**Work request**
Where a line holds the word "align", copy it from the records.

Saved data entries:
———

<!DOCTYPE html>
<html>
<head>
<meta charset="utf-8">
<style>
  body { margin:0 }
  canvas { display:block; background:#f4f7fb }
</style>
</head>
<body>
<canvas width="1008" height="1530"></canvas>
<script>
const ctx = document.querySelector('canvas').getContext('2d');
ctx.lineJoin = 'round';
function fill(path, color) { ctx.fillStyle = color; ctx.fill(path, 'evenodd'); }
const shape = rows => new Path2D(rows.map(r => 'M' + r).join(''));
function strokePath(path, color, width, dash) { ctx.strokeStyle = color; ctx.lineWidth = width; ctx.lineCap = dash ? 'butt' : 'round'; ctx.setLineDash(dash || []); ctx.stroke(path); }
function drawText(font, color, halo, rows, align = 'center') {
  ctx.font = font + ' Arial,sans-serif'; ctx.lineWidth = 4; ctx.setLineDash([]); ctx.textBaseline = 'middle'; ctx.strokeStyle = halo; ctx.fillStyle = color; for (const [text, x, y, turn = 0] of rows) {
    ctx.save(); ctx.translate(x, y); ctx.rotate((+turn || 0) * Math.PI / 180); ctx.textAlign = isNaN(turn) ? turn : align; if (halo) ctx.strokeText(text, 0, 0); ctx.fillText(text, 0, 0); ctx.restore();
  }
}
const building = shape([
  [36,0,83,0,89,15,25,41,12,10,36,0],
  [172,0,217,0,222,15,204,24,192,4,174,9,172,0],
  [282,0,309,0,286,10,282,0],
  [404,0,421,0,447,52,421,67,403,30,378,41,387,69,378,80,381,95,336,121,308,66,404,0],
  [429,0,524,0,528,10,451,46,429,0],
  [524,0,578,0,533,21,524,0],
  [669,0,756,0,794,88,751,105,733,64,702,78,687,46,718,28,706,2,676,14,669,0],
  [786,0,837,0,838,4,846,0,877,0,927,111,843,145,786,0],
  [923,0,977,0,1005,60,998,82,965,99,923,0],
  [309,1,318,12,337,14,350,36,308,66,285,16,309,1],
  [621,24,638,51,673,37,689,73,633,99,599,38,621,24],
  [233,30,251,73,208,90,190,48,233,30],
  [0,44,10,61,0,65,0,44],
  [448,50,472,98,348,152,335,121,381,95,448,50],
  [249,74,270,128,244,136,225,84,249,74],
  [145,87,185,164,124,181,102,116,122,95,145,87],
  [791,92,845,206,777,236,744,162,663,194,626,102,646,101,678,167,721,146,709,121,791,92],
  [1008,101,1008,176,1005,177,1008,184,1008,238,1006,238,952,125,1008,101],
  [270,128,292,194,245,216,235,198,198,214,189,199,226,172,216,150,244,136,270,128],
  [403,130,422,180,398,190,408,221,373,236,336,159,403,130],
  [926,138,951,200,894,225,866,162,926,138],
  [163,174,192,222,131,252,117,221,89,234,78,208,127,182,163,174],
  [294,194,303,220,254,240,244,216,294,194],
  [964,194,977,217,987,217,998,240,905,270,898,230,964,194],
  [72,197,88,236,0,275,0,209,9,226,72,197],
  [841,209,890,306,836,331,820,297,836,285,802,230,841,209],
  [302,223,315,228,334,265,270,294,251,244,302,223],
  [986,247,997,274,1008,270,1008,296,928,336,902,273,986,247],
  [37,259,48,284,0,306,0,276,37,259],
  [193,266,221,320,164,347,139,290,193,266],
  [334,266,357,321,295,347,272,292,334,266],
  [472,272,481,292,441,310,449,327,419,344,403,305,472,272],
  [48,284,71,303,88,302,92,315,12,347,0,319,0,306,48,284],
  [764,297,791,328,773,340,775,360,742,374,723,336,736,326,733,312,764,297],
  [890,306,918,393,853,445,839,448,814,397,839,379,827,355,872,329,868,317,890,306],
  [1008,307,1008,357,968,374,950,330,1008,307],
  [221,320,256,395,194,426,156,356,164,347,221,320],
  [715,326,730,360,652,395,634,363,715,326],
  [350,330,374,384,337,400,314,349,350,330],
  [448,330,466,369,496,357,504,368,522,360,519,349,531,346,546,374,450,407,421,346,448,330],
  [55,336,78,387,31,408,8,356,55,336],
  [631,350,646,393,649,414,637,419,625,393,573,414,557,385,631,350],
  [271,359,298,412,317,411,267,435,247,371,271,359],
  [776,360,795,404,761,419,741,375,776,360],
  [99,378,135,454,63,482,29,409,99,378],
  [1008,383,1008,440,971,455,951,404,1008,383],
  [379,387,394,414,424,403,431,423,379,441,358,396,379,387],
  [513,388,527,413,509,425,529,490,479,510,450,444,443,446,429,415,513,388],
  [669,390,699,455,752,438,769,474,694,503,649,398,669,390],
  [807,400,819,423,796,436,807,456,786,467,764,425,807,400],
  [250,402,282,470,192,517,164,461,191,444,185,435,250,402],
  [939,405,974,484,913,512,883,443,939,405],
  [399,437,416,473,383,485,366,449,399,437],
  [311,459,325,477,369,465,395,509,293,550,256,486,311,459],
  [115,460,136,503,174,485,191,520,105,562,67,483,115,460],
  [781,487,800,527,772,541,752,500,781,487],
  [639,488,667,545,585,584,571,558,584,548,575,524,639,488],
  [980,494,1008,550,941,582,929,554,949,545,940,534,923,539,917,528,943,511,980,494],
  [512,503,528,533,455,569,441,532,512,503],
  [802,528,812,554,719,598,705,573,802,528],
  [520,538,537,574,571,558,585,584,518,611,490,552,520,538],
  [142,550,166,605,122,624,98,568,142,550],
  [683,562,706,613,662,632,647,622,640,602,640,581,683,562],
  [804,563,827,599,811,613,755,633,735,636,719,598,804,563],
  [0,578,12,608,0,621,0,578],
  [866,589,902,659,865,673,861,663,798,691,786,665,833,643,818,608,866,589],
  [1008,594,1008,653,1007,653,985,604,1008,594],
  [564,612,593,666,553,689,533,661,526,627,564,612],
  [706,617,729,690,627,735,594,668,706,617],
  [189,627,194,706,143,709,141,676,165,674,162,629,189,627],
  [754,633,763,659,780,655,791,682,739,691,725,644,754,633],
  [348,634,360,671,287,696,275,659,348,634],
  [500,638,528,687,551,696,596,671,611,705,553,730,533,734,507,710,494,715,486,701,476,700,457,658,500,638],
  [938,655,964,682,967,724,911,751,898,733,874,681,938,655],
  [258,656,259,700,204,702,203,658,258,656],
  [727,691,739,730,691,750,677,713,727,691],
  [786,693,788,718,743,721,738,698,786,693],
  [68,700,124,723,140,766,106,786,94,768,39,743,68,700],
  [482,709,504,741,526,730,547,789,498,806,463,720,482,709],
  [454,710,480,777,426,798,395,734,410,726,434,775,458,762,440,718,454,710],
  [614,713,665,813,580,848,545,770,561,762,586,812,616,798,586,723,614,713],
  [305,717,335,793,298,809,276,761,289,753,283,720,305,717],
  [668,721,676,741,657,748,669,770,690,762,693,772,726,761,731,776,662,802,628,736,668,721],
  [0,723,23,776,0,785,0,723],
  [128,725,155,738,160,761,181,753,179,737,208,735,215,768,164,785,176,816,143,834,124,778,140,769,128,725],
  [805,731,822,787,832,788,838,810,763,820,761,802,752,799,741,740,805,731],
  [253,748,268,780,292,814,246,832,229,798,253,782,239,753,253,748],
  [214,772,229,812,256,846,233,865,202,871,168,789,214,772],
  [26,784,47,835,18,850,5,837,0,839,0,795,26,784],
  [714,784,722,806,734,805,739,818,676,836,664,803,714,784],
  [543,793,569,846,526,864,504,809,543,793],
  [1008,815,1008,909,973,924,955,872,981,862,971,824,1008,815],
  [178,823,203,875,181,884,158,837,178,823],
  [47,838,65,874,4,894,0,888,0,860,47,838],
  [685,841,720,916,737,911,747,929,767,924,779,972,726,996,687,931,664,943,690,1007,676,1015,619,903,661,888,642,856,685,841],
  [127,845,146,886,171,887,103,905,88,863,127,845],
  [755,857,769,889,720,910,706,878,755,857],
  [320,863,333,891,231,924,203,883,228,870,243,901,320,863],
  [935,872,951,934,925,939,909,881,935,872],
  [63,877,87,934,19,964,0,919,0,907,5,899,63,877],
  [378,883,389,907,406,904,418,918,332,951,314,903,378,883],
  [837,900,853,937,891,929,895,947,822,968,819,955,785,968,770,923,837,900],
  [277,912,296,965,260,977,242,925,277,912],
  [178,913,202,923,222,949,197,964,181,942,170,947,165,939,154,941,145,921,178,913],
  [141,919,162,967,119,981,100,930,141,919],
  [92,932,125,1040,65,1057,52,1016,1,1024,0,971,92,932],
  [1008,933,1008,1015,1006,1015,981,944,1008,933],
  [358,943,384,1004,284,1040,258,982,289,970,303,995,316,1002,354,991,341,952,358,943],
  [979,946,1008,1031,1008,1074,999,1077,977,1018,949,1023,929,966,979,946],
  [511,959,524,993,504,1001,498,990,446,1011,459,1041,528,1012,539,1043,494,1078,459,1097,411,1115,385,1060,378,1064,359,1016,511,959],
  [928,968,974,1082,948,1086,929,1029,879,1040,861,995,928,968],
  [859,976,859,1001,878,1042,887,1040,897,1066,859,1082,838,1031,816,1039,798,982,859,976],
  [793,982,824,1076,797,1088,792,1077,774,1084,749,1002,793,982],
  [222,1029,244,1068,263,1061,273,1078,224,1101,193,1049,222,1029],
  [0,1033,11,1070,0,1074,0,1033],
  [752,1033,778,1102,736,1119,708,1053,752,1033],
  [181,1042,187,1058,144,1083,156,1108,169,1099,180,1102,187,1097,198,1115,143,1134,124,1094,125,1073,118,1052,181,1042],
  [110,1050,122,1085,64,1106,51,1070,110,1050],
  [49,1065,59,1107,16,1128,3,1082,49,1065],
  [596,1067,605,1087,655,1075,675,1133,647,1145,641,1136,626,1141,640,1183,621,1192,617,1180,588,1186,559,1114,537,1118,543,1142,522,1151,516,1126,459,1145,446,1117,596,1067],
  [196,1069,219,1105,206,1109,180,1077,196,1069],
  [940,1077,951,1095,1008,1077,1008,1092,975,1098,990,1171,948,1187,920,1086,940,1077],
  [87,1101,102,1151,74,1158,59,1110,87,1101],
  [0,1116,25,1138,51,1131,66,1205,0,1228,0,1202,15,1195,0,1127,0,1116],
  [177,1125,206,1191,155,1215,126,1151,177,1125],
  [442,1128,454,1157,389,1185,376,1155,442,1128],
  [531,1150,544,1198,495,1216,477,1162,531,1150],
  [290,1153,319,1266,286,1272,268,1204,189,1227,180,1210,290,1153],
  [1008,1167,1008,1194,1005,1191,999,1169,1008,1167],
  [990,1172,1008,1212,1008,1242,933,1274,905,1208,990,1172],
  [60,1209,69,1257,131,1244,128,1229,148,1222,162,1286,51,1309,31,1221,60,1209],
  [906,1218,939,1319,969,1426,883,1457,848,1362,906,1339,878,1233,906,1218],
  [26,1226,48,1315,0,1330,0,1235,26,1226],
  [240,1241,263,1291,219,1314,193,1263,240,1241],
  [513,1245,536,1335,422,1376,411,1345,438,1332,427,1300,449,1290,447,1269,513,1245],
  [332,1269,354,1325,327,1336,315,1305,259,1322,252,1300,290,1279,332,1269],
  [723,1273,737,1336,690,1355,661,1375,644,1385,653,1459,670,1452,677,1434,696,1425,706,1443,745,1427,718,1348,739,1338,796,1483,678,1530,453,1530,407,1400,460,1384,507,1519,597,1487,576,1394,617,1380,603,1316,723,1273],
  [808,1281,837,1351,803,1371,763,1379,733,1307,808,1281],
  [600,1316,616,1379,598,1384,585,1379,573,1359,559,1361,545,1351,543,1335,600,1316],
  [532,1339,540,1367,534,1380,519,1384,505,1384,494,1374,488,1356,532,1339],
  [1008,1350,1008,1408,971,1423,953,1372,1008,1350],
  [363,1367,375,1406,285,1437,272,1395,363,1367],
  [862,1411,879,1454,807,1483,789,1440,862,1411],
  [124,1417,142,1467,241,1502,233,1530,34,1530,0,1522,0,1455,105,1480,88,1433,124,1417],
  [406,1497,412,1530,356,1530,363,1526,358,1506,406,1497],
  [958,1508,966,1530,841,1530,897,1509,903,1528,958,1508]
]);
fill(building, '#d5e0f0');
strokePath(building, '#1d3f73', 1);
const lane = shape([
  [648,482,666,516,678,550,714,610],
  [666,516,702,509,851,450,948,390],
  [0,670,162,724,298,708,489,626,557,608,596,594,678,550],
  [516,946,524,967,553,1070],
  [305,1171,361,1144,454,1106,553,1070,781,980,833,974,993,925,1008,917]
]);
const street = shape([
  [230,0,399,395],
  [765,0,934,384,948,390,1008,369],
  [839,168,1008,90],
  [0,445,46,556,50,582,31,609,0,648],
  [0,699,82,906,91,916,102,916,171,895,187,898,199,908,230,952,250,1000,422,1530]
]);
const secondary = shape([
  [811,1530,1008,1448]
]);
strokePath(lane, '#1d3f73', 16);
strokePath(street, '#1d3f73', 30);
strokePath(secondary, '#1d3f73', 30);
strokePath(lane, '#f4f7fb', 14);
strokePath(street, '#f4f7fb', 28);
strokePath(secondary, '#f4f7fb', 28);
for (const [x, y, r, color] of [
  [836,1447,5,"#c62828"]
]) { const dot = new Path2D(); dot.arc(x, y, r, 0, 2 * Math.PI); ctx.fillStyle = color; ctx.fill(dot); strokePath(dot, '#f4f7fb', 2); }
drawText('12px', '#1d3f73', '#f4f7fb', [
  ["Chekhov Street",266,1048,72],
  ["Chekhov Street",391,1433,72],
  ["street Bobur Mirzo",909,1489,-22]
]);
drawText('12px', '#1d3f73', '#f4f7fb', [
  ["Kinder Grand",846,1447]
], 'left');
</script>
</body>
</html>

———

**Finished exercise**
function drawText(font, color, halo, rows, align = 'center') {
    ctx.save(); ctx.translate(x, y); ctx.rotate((+turn || 0) * Math.PI / 180); ctx.textAlign = isNaN(turn) ? turn : align; if (halo) ctx.strokeText(text, 0, 0); ctx.fillText(text, 0, 0); ctx.restore();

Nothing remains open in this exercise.